Above is an astounding video of the "Cosmography of the Local Universe," created by a team of scientists including astrophysicist and cosmologist Professor Helene Curtois, who narrates the video.
Pay close attention beginning at about 01:57 as the video takes you towards the tiny blue dot representing, not the earth, but the entire Milky Way galaxy during a "zoomed-in" view on our local region of the "local universe." To paraphrase Professor Curtois, the enormity of what we are seeing is almost "overwhelming."
The effect is reminiscent of the famous 1977 video "Powers of Ten," which seeks to convey the scale of the universe by increasing (and then decreasing) the field of view by a power of ten every ten seconds (actually, every two seconds on the way back in). That video, however, "only" takes the viewer out to a hundred million light years before streaking back in towards earth -- far enough to cause the Milky Way galaxy to shrink to a dot among its entourage of nearby galaxies, but still not much further than the "zoomed-in" 6-megaparsec cube from the segment just mentioned in the "Local Universe" video.

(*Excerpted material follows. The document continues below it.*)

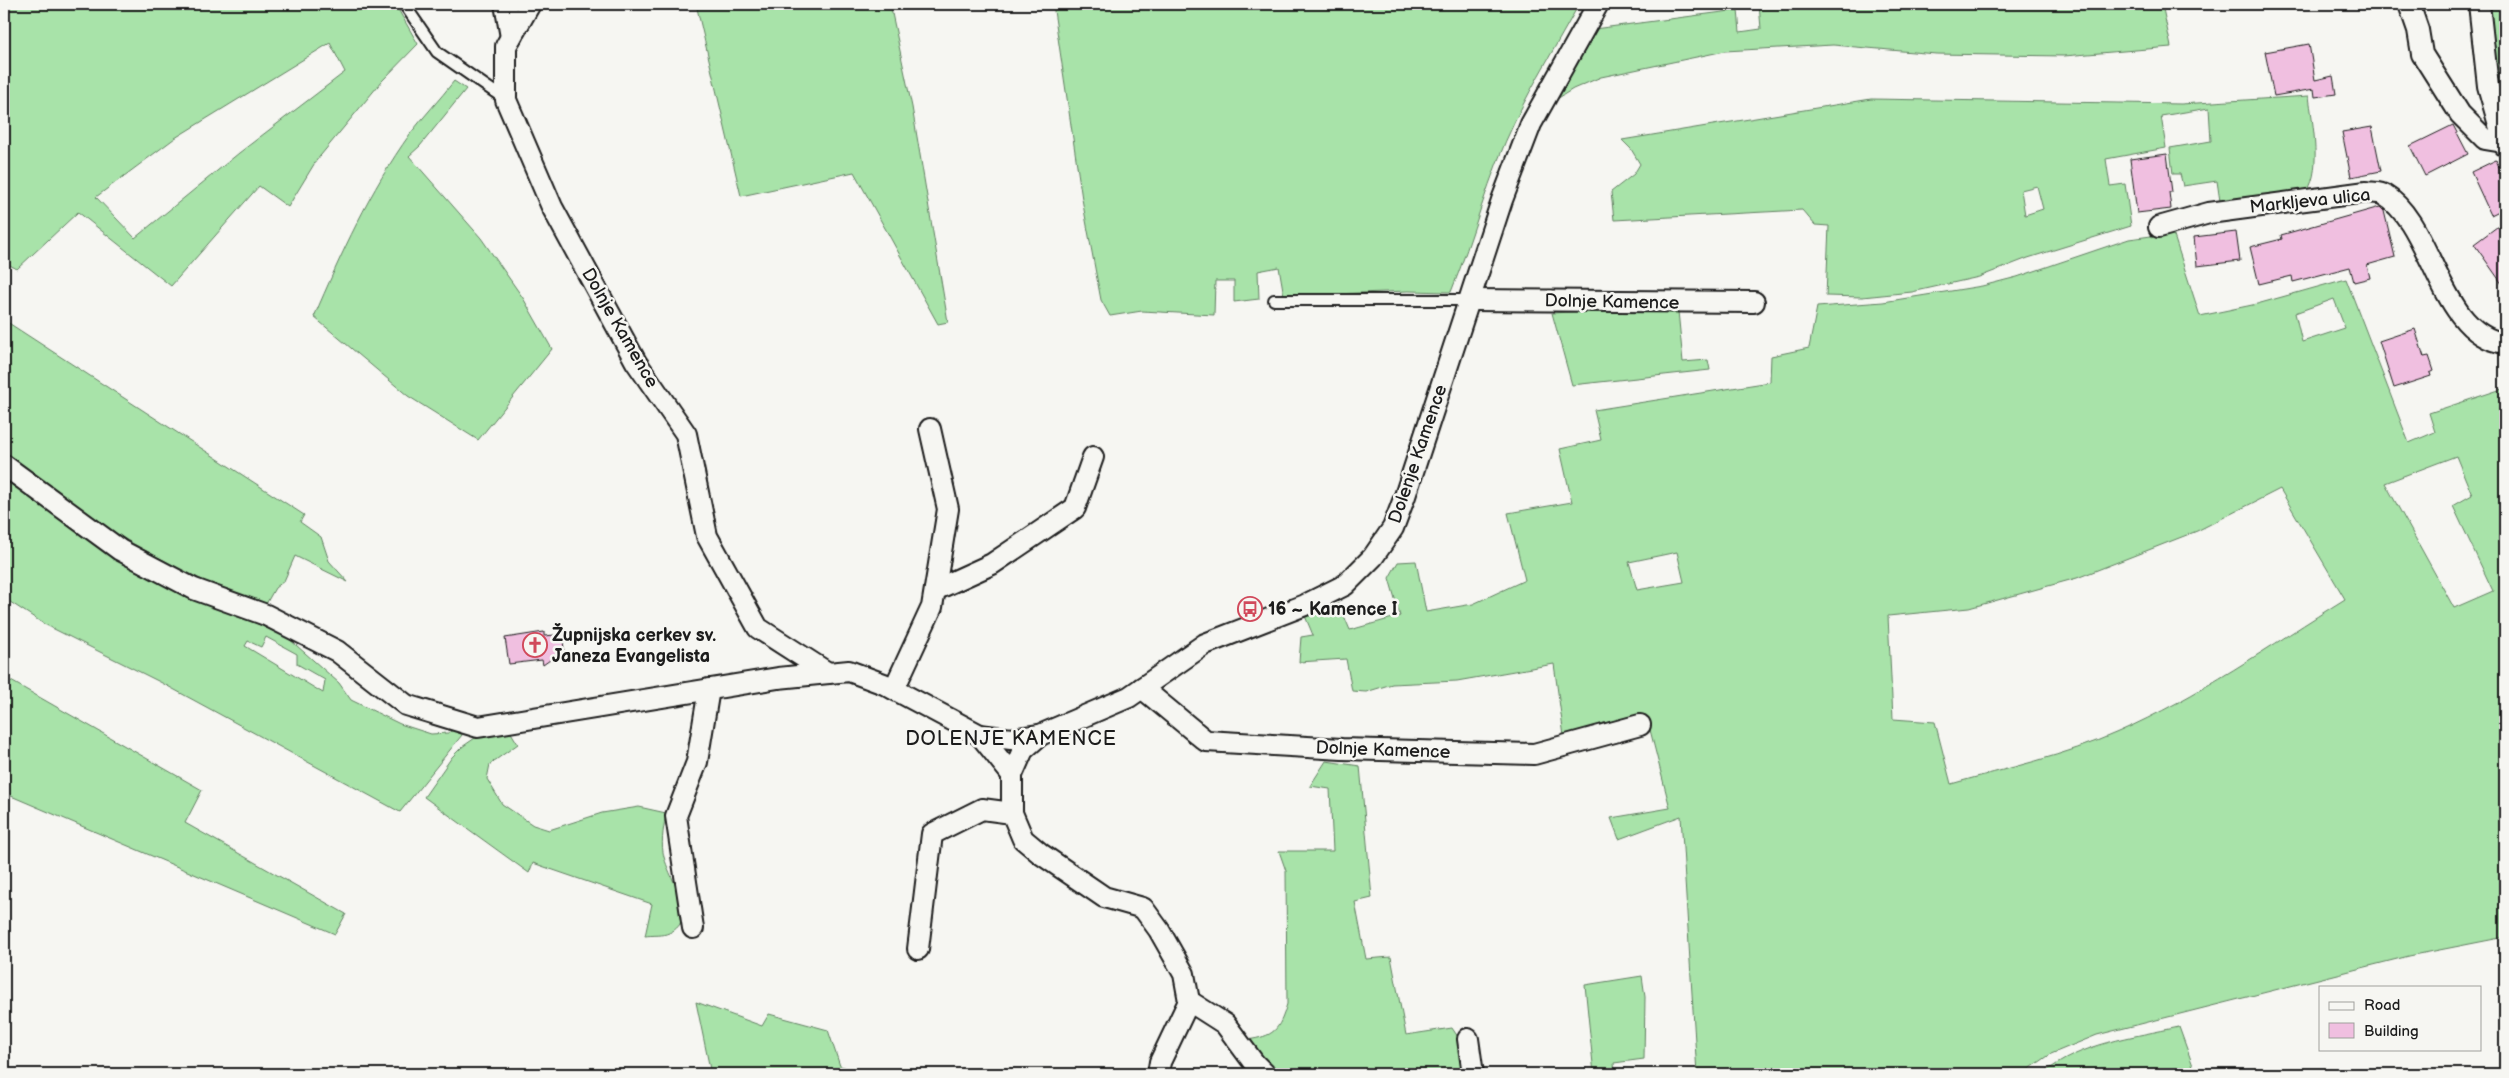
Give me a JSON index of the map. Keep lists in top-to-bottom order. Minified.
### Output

A parsec is a unit of measurement whose name means "one parallax arc-second." It measures 3.26 light years in distance. A megaparsec is a million parsecs, or 3.26 million light years, equivalent to about 3.09 x 1022 meters. For more discussion of these distances, and the dimensions of the map in the "Local Universe" video, see this article from the LA Times.
These mind-numbing distances, and the scale of the universe they were created to help measure and define, invite profound existential reflection. The wisdom of the ancients taught that every man and woman is a microcosm of the macrocosm of the universe, into whose vastness we stare every time we gaze into the starry heavens. Videos such as this new "Cosmography of the Local Universe" help us to grope towards the meaning of such an assertion.
We should all be grateful to Professor Curtois and the team responsible (as well as to those responsible for the "Powers of Ten" video, produced thirty-six years ago).